[Items listed in a dataset]

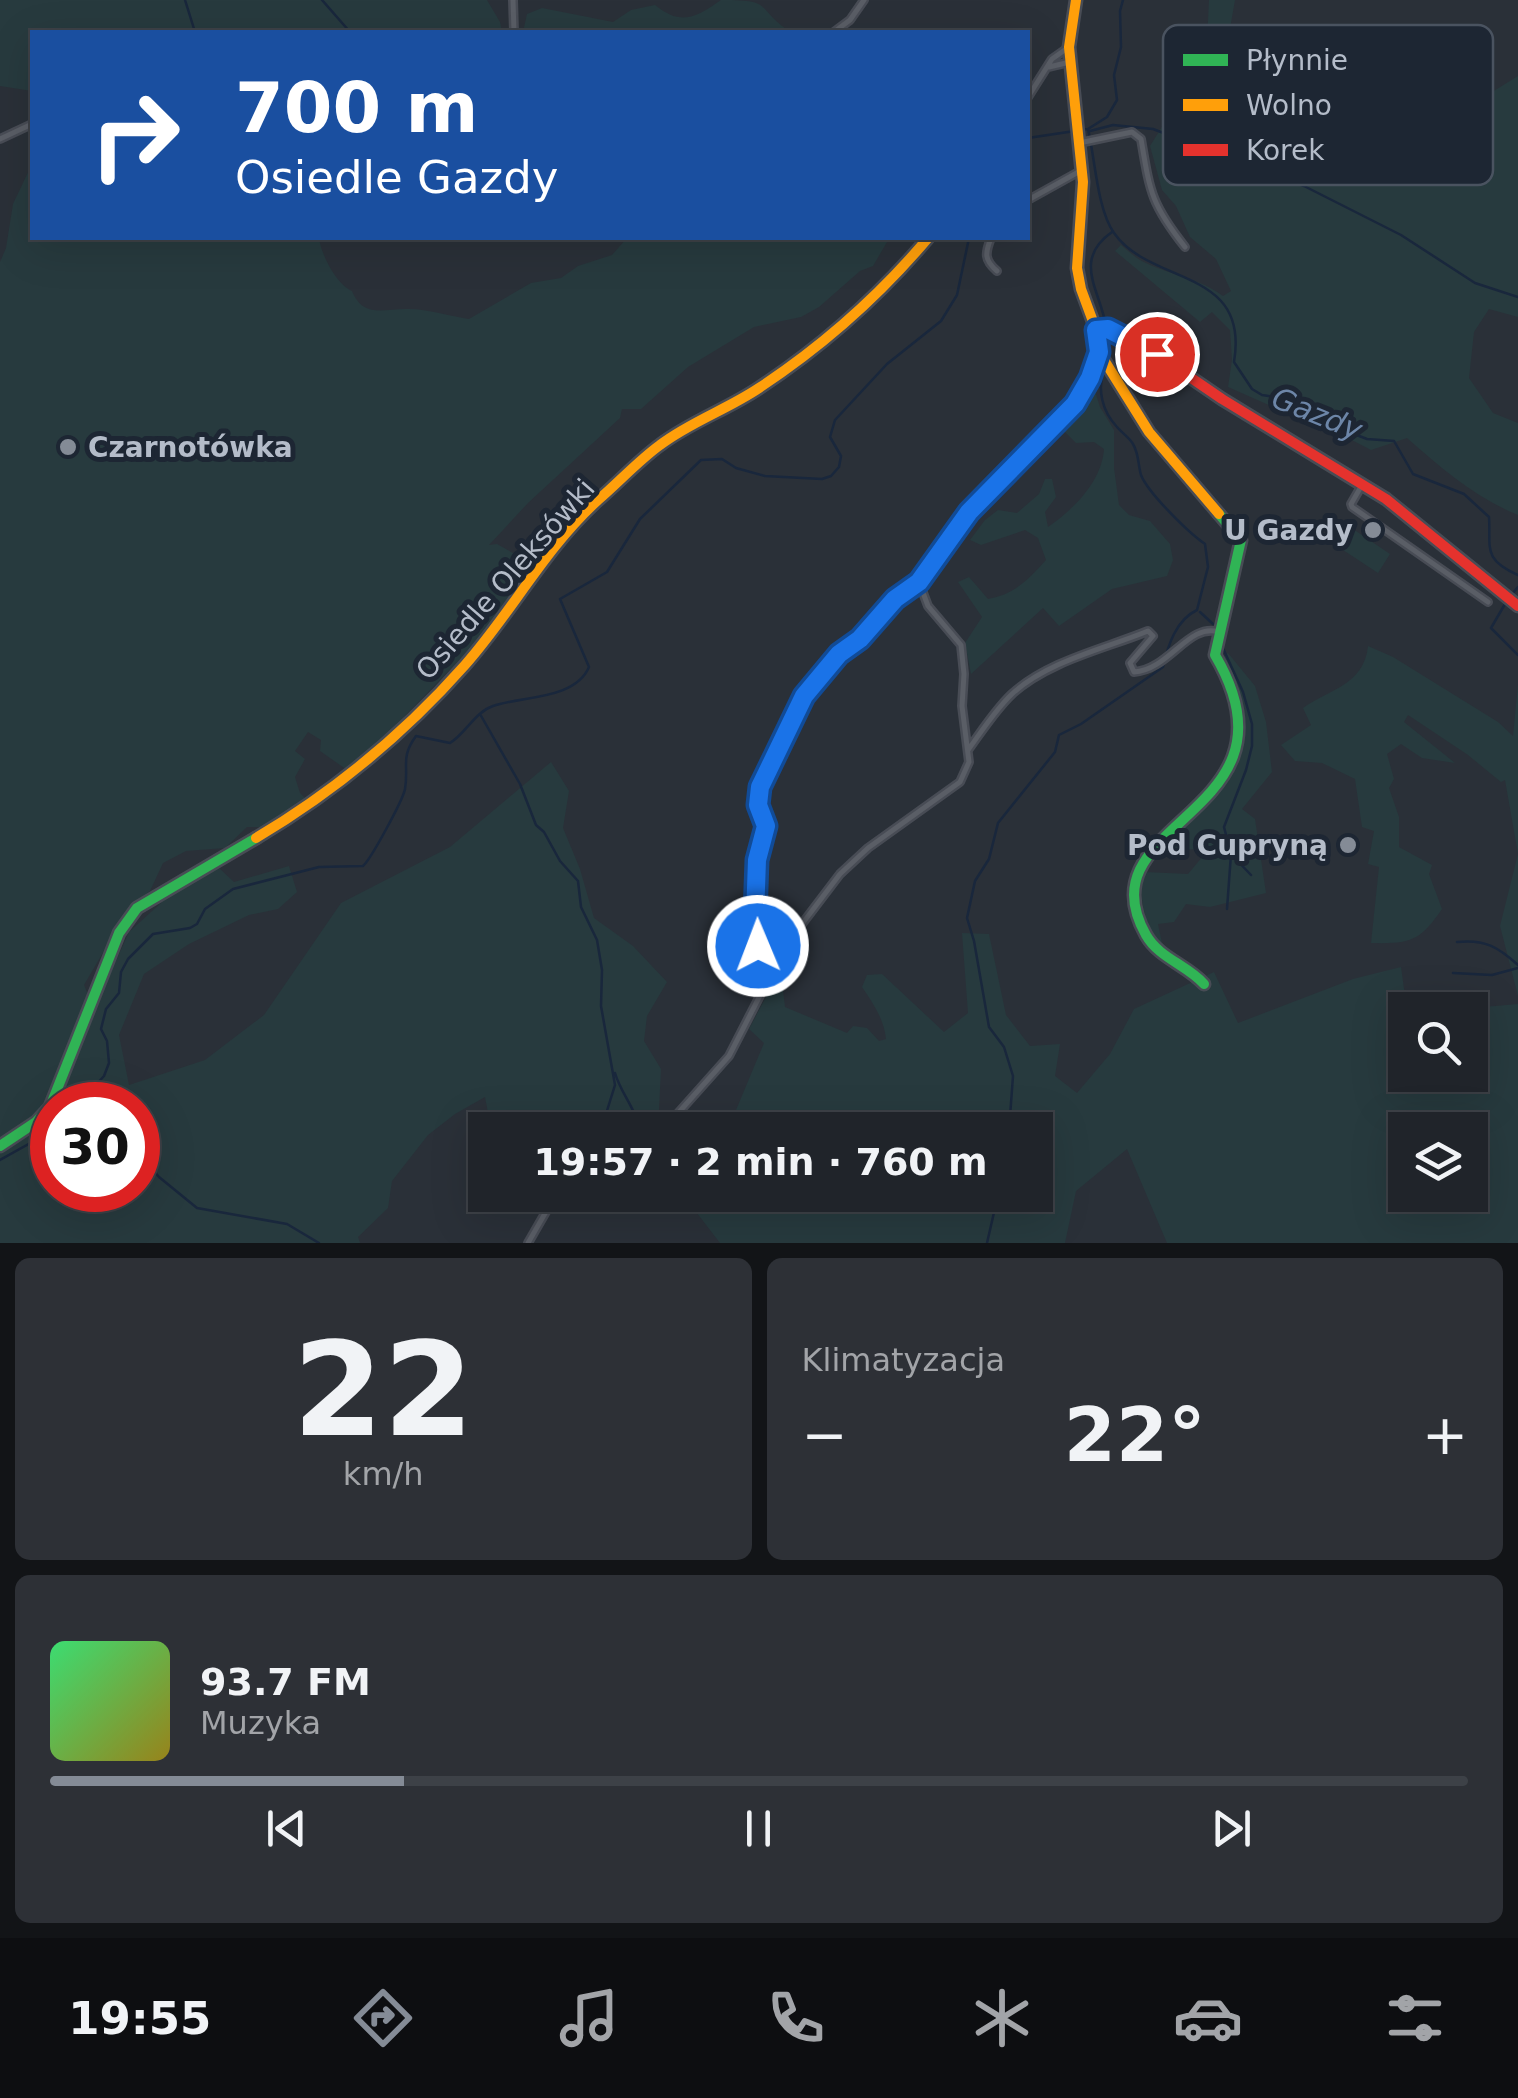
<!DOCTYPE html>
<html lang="pl">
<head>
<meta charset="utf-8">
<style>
	body { margin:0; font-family:"DejaVu Sans",sans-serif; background:#2d3036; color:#f1f3f6; height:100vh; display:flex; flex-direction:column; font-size:38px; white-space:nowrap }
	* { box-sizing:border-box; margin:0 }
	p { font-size:32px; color:#a2a4a8 }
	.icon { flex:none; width:55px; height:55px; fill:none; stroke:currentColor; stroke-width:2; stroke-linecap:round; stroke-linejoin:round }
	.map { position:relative; height:1243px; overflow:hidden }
	.details { display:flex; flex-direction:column; gap:15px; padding:15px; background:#121417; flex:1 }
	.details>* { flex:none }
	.guide { position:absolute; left:30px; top:30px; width:1000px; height:210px; border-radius:0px; box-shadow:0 10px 40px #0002,0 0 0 2px #3d4147; background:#1a4fa0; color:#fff; overflow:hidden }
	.fabs { position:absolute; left:1388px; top:992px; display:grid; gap:20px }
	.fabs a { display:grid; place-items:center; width:100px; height:100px; border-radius:0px; background:#20242a; box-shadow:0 10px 40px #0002,0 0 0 2px #3d4147; font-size:50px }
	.speed { position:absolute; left:30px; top:1082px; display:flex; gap:20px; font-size:50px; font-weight:700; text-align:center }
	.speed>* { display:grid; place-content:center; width:130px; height:130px; border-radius:50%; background:#20242a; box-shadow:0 10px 40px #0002,0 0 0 2px #3d4147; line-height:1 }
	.speed .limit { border:15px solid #d22; background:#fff; color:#111 }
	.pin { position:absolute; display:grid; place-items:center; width:85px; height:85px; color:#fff; margin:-42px; border:5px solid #fff; border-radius:50%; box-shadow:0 2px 10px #0007 }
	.me { position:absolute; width:110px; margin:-55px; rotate:359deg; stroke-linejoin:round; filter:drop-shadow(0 0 8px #0008) }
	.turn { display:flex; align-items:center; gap:35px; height:210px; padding:0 40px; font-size:45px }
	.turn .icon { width:130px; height:130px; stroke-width:2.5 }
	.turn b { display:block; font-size:70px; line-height:85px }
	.big { font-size:75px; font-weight:700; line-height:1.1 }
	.details .tile { flex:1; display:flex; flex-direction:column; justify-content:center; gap:15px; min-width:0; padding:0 35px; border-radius:15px; background:#2d3036 }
	.details .dial { align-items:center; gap:0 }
	.dial b { font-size:130px; line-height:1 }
	.song { display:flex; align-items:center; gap:30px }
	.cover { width:120px; height:120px; border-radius:15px; background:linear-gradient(135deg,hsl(140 70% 55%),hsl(50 70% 35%)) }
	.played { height:10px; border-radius:5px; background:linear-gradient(90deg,#848b96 25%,#3d4147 25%) }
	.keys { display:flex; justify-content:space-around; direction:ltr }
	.heat { display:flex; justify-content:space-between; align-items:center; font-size:55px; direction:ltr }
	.details .tiles { flex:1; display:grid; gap:15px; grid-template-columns:1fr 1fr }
	.tile:last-child { grid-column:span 2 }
	.trip { position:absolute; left:468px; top:1112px; width:585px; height:100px; border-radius:0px; background:#20242a; box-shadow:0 10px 40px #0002,0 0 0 2px #3d4147; font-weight:700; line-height:100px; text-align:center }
	.tabs { display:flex; height:160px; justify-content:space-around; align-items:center; background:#0d0e11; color:#a2a4a8 }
	.tabs .icon { width:70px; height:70px }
	.tabs .selected { color:#848b96 }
	.tabs b { font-size:45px; color:#f1f3f6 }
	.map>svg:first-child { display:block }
	.green { fill:#273a3e; fill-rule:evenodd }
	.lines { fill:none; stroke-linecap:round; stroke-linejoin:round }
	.stream { stroke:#19273c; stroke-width:2.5 }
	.street-casing { stroke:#484c55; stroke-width:10 }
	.fast-casing { stroke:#484c55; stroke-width:15 }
	.slow-casing { stroke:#484c55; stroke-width:15 }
	.jam-casing { stroke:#484c55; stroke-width:15 }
	.street { stroke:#5a5e66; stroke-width:5 }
	.fast { stroke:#30b455; stroke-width:10 }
	.slow { stroke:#ff9f0a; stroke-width:10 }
	.jam { stroke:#e5322d; stroke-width:10 }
	.route-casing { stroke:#114b97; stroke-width:25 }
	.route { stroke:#1a73e8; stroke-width:18 }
	.poi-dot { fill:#848b96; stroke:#1d2633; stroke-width:4 }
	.labels { text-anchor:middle; stroke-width:10; stroke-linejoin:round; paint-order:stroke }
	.poi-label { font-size:28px; font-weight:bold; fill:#b4bcc9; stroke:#1d2633; text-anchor:end }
	.street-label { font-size:28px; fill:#b4bcc9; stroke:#1d2633 }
	.water-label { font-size:30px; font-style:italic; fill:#6d86a8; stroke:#1d2633 }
	.key { fill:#1d2633; stroke:#4a5360; stroke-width:2.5 }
	.key-label { font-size:28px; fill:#b4bcc9 }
</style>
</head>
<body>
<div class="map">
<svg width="1518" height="1243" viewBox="0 0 1518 1243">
	<rect width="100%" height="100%" fill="#2a3038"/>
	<path class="green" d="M0 0H487L500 22 502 32H32V91L0 86Z
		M721 0C775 0 753 6 790 32H523L527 14 542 8 613 22 631 10 655 5C681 26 695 18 721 0Z
		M1209 0H1235L1228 40 1237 64 1232 90 1214 87 1194 116 1207 124 1275 113 1281 93 1296 95 1306 127 1376 134 1434 128 1518 76V317L1489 309 1474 332 1469 378 1493 413 1518 423V515C1476 498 1441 468 1407 438L1371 450 1325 426 1295 403 1271 406 1228 387 1232 360 1230 330 1212 312 1200 322 1115 251 1121 245C1129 252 1138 260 1148 264 1174 276 1199 278 1223 296L1231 291 1216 259 1190 237 1176 206 1162 190 1150 146 1195 74 1207 42Z
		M32 164V238H319C321 254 336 284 352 291 363 318 383 309 406 309 425 308 449 316 469 319L531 283 561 278 578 266 612 255 627 238H893L887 242 873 266 860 271 819 307 801 317 754 327 688 367 641 409H622L620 418 528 503 489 545 497 544 536 566 479 640 350 772 320 751 321 740 308 732 295 751 305 759 295 777 300 793 309 802 267 827H247L225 848 186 851 163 863 150 891 129 908 84 985 94 1009 129 932 172 893 219 868 234 882 289 866 297 892 278 909 249 915 189 944 144 974 119 1035 129 1085 205 1060 264 1015 341 903 450 847 551 762 569 791 563 828 580 869 594 918 633 946 667 982 647 1016 644 1041 661 1069 658 1130H485V1160L467 1147 488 1113 485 1097 455 1114 428 1135 392 1181 388 1208 358 1237 360 1243H0V262L6 248 13 204ZM52 1105H138V1190H52Z
		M1094 388 1100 407 1114 430V468L1119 505 1129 515 1150 521 1170 544 1173 560 1167 576 1112 589 1059 626 1043 608 971 674 965 643 982 617 958 582 969 577 988 599C1014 595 1029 579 1046 560L1038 538 1025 530 981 545 970 540 985 520 998 510 1017 513 1039 494 1045 479H1052L1056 497 1045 512 1048 527C1074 509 1102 481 1104 449L1094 442 1076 443 1062 429Z
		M1353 529 1390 554 1378 573 1340 548Z
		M1368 646 1393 657 1498 722 1513 736 1518 684V996L1500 926 1518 854 1505 780 1501 782 1468 755 1408 715 1404 722 1455 763 1422 758 1401 744 1387 754 1394 779 1389 788 1399 817V847L1432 865 1429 874 1442 909C1420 941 1411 944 1371 943L1379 867 1368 864 1374 831 1362 827 1355 779 1322 763 1295 761 1281 745 1311 725 1303 708C1330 689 1364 685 1368 646Z
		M1228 653 1255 686 1266 722 1272 772 1242 809 1255 819 1266 893 1210 907 1186 904 1174 922 1158 924 1162 943 1157 947C1147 921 1136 900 1145 872L1188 874 1209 849 1157 850C1196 819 1236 782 1241 729 1243 713 1226 677 1221 660Z
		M962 933 989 934 1006 1015 1030 1046 1060 1044 1055 1076 1077 1093 1110 1054 1134 1009 1214 972 1238 1023 1353 979 1401 967 1407 1010 1405 1075H1470V1010H1450L1518 1004V1243H1167L1127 1149 1076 1191 1065 1243H720L690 1204 703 1195H1035V1130H735L736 1110 764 1043 749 1029 774 982 783 990 785 1007 847 1033 853 1026 867 1028 879 1041 886 1039C884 1019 873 1003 862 987L867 975 882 974 944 1032 968 1013ZM1405 1130H1470V1195H1405Z"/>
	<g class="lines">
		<path class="stream" d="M185 0 195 32
			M322 0 350 32
			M1088 129C1095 158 1097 209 1114 233 1151 286 1250 267 1234 362L1252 389 1262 395 1294 400 1341 429 1367 439 1394 441 1413 474 1464 494 1489 517C1491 548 1482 559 1518 575
			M1090 131 1113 125 1153 129 1304 186 1401 235 1475 283 1518 297
			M1028 138 1088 129 1107 117 1117 100 1114 75 1121 47 1120 11 1123 0
			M1106 326C1100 290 1072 260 1112 232
			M1107 361V334
			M1512 594 1518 587
			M1505 604 1491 628 1518 655
			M1200 612 1213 624
			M1221 644 1243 692 1252 724V746L1246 770 1224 827 1231 854 1227 909
			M480 714 520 784 536 825 544 832 560 861 578 881 581 907 597 940 602 970 601 1006 615 1085 601 1130
			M1231 854 1251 875
			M1457 942C1485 939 1498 947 1518 965
			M1453 973 1492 975 1518 968
			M615 1073C621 1094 636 1108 639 1130
			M93 1089 100 1105
			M78 1105 104 1076 109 1063 107 1041 101 1029 106 1009 119 993 121 972 128 959 153 934 190 928 197 924 205 909 233 889 319 867 363 866C371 859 403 800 405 789 409 765 400 758 416 736L450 743C466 733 475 712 493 706 521 696 575 700 589 667L560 599 607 572 640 519 701 460 722 459 736 468 765 476 822 479 831 476 839 467 841 456 830 437 835 420 887 364 941 321 957 295 969 238
			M1009 1130 1013 1076 1004 1047 989 1027 974 941 967 918 975 881 989 859 998 823 1055 752 1059 735 1081 724 1163 667C1168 645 1176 620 1197 610L1208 567 1205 544C1189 533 1148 493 1141 475 1138 465 1139 454 1133 444 1129 437 1122 433 1117 427 1102 411 1097 390 1104 368
			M138 1152 159 1177 197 1208 287 1224 319 1243
			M0 1160 52 1131
			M987 1243 998 1195"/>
		<g class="street-casing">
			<path id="street" d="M513 0 514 32
				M834 32 850 20 864 0
				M1049 67 1070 62
				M1028 97 1052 59 1069 47
				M0 139 32 124
				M1079 143 1132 132 1141 139C1150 192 1151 204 1185 247
				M1028 200 1082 170
				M991 238C985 253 984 260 997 271
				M1362 485 1351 504 1352 507 1488 602
				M968 750C982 731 995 710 1012 694 1048 661 1104 649 1148 631L1153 636 1130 663 1134 672C1169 670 1189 622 1219 632
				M782 952 762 949 756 936 755 916 757 860 766 826 758 805 760 787 804 697 818 677 875 623 895 599 919 582
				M663 1130 729 1056 786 945 840 874 868 848 960 782 969 762 962 706 964 674 961 645 928 606 919 582C935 558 949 534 968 513 1016 459 1074 423 1099 352
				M528 1243 547 1210 564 1195"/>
		</g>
		<g class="fast-casing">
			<path id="fast" d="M1204 984C1187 965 1159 958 1146 935 1080 819 1310 816 1215 655L1241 540 1219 514
				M0 1146 36 1122 50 1107 119 933 137 908 256 838"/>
		</g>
		<g class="slow-casing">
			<path id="slow" d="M1076 0 1069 47 1083 182 1077 268 1081 289 1098 335 1099 352 1149 432 1219 514
				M256 838C335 791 404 734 465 665 512 612 545 548 598 500 619 482 638 461 660 445 690 422 728 409 759 388 821 347 880 295 928 238"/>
		</g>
		<g class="jam-casing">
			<path id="jam" d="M1096 330 1110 331 1143 345 1222 399 1386 499 1518 606"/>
		</g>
		<use href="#street" class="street"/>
		<use href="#fast" class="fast"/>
		<use href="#slow" class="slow"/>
		<use href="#jam" class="jam"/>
	</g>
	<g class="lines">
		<g class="route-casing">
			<path id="route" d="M758 946 755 916 757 860 766 826 758 805 760 787 804 696 839 654 860 639 895 599 919 582 969 512 1075 404 1090 378 1099 352 1096 330 1108 329 1157 354"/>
		</g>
		<use href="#route" class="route"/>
	</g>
	<g class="poi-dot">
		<circle cx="68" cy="447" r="10"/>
		<circle cx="1373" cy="530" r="10"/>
		<circle cx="1348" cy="845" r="10"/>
	</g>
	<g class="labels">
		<g class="poi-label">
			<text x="88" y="457" text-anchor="start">Czarnotówka</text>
			<text x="1353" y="540">U Gazdy</text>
			<text x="1328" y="855">Pod Cupryną</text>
		</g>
		<g class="street-label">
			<text transform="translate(505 579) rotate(-49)" y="10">Osiedle Oleksówki</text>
		</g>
		<g class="water-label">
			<text transform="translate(1317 414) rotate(22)" y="10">Gazdy</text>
		</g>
	</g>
	<rect x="1163" y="25" width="330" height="160" rx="15" class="key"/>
	<rect x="1183" y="54" width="45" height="12" fill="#30b455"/>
	<rect x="1183" y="99" width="45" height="12" fill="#ff9f0a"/>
	<rect x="1183" y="144" width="45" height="12" fill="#e5322d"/>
	<g class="key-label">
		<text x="1246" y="70">Płynnie</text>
		<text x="1246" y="115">Wolno</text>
		<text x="1246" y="160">Korek</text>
	</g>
</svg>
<div class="fabs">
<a><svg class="icon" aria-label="search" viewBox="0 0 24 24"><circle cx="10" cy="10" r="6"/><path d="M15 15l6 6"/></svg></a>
<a><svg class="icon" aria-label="layers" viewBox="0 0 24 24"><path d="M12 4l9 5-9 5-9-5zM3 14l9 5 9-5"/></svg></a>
</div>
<div class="speed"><div class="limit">30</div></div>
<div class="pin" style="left:1157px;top:354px;background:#d93025"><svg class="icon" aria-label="arrive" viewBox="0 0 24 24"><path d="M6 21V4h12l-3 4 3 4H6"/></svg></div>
<svg class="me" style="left:758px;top:946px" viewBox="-20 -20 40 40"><circle r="17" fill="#1a73e8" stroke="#fff" stroke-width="3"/><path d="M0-11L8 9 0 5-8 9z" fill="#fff"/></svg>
<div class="trip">19:57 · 2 min · 760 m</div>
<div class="guide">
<div class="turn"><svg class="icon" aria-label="right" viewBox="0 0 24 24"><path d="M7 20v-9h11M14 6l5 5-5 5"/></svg><div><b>700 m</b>Osiedle Gazdy</div></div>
</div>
</div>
<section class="details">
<div class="tiles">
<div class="tile dial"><b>22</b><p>km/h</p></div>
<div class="tile"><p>Klimatyzacja</p>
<div class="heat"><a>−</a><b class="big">22°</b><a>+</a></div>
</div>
<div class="tile">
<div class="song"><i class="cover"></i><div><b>93.7 FM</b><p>Muzyka</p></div></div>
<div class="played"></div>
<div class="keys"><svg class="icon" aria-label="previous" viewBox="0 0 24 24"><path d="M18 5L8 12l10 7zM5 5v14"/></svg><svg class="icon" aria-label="pause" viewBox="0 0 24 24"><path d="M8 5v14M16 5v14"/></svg><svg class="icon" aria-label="next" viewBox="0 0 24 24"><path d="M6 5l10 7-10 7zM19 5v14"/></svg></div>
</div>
</div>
</section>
<nav class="tabs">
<b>19:55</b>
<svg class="icon selected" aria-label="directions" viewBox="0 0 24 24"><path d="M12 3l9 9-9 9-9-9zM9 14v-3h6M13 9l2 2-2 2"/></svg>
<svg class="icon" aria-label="music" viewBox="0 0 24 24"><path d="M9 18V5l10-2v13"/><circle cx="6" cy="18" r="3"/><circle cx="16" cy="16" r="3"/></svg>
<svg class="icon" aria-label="phone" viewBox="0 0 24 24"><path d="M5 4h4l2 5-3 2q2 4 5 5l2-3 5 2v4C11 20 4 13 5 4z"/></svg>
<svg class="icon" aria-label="climate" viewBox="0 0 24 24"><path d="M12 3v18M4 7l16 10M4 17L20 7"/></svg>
<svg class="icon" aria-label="car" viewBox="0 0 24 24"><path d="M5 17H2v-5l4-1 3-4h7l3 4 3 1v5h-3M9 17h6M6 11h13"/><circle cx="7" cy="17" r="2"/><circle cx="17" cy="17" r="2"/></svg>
<svg class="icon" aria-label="filters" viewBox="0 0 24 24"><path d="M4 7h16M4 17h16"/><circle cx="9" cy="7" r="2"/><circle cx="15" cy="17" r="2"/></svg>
</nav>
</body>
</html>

■ PROBLEM TO SOLVE: Only the lines above from the line with "background:linear-gradient(90deg,#848b96 25%,#3d4147 25%)" to the line with "display:flex; justify-content:space-between; align-items:center;", those two lines included, should be reproduced exactly.

■ EXERCISE OUTPUT:
	.played { height:10px; border-radius:5px; background:linear-gradient(90deg,#848b96 25%,#3d4147 25%) }
	.keys { display:flex; justify-content:space-around; direction:ltr }
	.heat { display:flex; justify-content:space-between; align-items:center; font-size:55px; direction:ltr }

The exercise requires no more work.